__EXERCISE DESCRIPTION__: If a line in the data holds the string "Eleven", list it.
(DATASET CONTENT begins)
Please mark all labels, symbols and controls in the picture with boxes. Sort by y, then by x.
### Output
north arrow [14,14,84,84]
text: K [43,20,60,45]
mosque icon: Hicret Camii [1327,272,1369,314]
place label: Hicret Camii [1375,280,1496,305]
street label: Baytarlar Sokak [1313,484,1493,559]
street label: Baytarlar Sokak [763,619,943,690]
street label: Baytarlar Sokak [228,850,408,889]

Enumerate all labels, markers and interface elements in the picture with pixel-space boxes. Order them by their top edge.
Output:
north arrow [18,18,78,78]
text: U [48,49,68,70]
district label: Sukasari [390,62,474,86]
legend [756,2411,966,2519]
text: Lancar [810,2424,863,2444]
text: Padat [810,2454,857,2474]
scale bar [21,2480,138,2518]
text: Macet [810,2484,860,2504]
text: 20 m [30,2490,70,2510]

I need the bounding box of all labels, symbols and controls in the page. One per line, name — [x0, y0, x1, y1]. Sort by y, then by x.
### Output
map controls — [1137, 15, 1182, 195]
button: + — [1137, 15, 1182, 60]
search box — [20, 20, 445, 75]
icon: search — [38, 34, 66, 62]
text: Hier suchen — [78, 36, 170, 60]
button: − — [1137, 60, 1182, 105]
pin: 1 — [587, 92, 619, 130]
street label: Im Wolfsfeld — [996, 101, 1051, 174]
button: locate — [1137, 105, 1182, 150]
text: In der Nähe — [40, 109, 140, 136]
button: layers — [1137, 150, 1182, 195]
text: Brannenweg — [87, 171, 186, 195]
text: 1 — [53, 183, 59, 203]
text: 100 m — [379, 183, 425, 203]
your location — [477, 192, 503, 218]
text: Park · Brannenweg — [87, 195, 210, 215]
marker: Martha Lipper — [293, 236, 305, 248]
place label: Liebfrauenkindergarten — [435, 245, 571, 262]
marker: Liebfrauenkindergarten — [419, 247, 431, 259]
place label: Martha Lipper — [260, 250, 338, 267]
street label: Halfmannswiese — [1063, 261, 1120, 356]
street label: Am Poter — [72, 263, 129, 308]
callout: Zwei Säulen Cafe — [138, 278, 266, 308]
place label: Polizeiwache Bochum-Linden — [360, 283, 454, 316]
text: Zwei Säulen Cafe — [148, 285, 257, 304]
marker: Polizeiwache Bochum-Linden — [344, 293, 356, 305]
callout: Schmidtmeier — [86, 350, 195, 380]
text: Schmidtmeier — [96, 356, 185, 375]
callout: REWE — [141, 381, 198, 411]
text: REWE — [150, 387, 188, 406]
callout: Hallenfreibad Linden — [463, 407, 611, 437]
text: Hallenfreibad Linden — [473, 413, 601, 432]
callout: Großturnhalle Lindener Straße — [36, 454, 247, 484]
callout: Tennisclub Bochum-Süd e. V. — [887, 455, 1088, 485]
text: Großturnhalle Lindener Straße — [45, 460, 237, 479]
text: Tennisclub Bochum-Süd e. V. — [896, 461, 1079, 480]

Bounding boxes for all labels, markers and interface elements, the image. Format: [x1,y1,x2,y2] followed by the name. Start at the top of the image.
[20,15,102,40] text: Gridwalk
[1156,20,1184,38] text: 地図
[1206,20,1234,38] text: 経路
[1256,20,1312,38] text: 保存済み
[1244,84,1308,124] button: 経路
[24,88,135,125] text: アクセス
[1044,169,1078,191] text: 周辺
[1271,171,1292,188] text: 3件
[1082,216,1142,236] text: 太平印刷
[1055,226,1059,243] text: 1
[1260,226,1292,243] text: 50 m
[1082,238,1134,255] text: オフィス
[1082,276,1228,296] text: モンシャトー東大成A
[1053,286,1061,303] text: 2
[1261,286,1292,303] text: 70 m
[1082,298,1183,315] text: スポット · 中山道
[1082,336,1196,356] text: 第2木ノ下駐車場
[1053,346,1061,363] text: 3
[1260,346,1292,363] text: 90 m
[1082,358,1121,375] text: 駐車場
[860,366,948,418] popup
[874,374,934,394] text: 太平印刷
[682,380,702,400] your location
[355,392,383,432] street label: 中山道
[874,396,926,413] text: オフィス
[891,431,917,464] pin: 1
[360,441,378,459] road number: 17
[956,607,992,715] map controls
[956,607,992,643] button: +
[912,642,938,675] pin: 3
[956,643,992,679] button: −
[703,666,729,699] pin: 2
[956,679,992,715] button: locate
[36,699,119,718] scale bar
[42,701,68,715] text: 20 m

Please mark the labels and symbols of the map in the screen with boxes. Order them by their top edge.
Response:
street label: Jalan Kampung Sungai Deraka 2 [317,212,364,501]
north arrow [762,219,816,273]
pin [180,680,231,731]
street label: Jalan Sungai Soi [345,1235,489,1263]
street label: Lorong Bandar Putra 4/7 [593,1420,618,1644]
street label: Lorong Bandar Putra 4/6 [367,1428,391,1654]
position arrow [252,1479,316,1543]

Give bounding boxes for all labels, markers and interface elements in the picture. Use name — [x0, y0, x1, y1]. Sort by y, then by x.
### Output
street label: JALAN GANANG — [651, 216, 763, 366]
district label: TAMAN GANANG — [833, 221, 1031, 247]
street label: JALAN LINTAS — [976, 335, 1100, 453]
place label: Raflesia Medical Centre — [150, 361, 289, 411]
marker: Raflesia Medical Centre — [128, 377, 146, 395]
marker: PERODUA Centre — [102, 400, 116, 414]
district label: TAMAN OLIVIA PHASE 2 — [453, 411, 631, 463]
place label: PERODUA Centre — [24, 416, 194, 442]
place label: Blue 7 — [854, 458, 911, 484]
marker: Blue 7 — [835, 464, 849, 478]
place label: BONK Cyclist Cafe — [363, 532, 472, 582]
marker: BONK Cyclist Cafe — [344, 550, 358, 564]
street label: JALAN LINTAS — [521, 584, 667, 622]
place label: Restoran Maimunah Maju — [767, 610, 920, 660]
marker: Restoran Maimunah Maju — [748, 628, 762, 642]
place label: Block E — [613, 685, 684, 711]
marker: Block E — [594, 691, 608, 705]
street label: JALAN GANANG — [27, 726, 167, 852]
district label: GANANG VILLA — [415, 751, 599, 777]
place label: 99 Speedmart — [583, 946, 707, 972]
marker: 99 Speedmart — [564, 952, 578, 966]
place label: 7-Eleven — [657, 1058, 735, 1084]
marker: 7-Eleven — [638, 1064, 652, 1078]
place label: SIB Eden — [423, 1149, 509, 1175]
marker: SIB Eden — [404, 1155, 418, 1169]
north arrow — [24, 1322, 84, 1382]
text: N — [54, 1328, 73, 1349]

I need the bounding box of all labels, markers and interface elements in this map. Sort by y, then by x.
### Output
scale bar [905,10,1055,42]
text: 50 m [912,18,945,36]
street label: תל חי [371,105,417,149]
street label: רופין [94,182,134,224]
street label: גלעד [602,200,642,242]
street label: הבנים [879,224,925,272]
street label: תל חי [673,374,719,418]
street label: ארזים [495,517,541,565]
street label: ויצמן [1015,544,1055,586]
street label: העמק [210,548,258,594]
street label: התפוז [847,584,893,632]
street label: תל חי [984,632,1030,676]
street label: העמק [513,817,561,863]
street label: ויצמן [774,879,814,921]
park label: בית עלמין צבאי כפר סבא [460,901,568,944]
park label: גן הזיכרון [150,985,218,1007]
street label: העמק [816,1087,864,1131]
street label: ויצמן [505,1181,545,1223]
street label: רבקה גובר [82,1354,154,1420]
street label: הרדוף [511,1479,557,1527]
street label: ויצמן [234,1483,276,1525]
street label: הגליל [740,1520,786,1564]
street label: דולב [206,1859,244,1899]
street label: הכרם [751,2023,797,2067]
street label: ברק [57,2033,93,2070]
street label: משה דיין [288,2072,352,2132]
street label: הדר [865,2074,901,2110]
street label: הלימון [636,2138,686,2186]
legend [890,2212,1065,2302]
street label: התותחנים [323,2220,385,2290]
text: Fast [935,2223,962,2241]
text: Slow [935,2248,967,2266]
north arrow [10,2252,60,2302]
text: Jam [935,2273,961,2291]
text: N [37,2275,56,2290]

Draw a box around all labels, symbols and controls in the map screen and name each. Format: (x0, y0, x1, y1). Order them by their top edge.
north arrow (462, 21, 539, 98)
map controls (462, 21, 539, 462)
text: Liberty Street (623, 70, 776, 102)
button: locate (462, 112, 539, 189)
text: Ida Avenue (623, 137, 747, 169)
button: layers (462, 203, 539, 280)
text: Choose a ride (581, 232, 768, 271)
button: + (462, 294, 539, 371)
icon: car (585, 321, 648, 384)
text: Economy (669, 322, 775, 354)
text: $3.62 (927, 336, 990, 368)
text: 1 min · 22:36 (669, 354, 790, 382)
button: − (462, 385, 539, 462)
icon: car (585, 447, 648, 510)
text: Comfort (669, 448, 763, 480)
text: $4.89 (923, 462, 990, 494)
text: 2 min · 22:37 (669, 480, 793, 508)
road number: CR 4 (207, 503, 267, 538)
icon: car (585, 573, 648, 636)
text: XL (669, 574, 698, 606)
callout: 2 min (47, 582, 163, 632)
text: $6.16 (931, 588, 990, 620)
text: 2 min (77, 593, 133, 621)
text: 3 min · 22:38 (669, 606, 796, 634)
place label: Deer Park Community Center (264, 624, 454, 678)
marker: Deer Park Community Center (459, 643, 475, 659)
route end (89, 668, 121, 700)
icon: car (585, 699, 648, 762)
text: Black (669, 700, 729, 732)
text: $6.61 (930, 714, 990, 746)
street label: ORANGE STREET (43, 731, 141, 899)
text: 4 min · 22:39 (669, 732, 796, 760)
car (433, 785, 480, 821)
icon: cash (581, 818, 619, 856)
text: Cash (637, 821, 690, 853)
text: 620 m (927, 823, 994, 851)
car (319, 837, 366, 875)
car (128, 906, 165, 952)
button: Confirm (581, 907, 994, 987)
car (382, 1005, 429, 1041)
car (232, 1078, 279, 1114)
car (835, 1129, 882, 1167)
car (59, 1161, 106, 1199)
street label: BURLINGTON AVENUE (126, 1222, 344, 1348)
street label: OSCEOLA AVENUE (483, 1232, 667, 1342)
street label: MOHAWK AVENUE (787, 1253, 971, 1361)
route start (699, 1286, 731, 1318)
(DATASET CONTENT ends)
__RESPONSE__:
place label: 7-Eleven — [657, 1058, 735, 1084]
marker: 7-Eleven — [638, 1064, 652, 1078]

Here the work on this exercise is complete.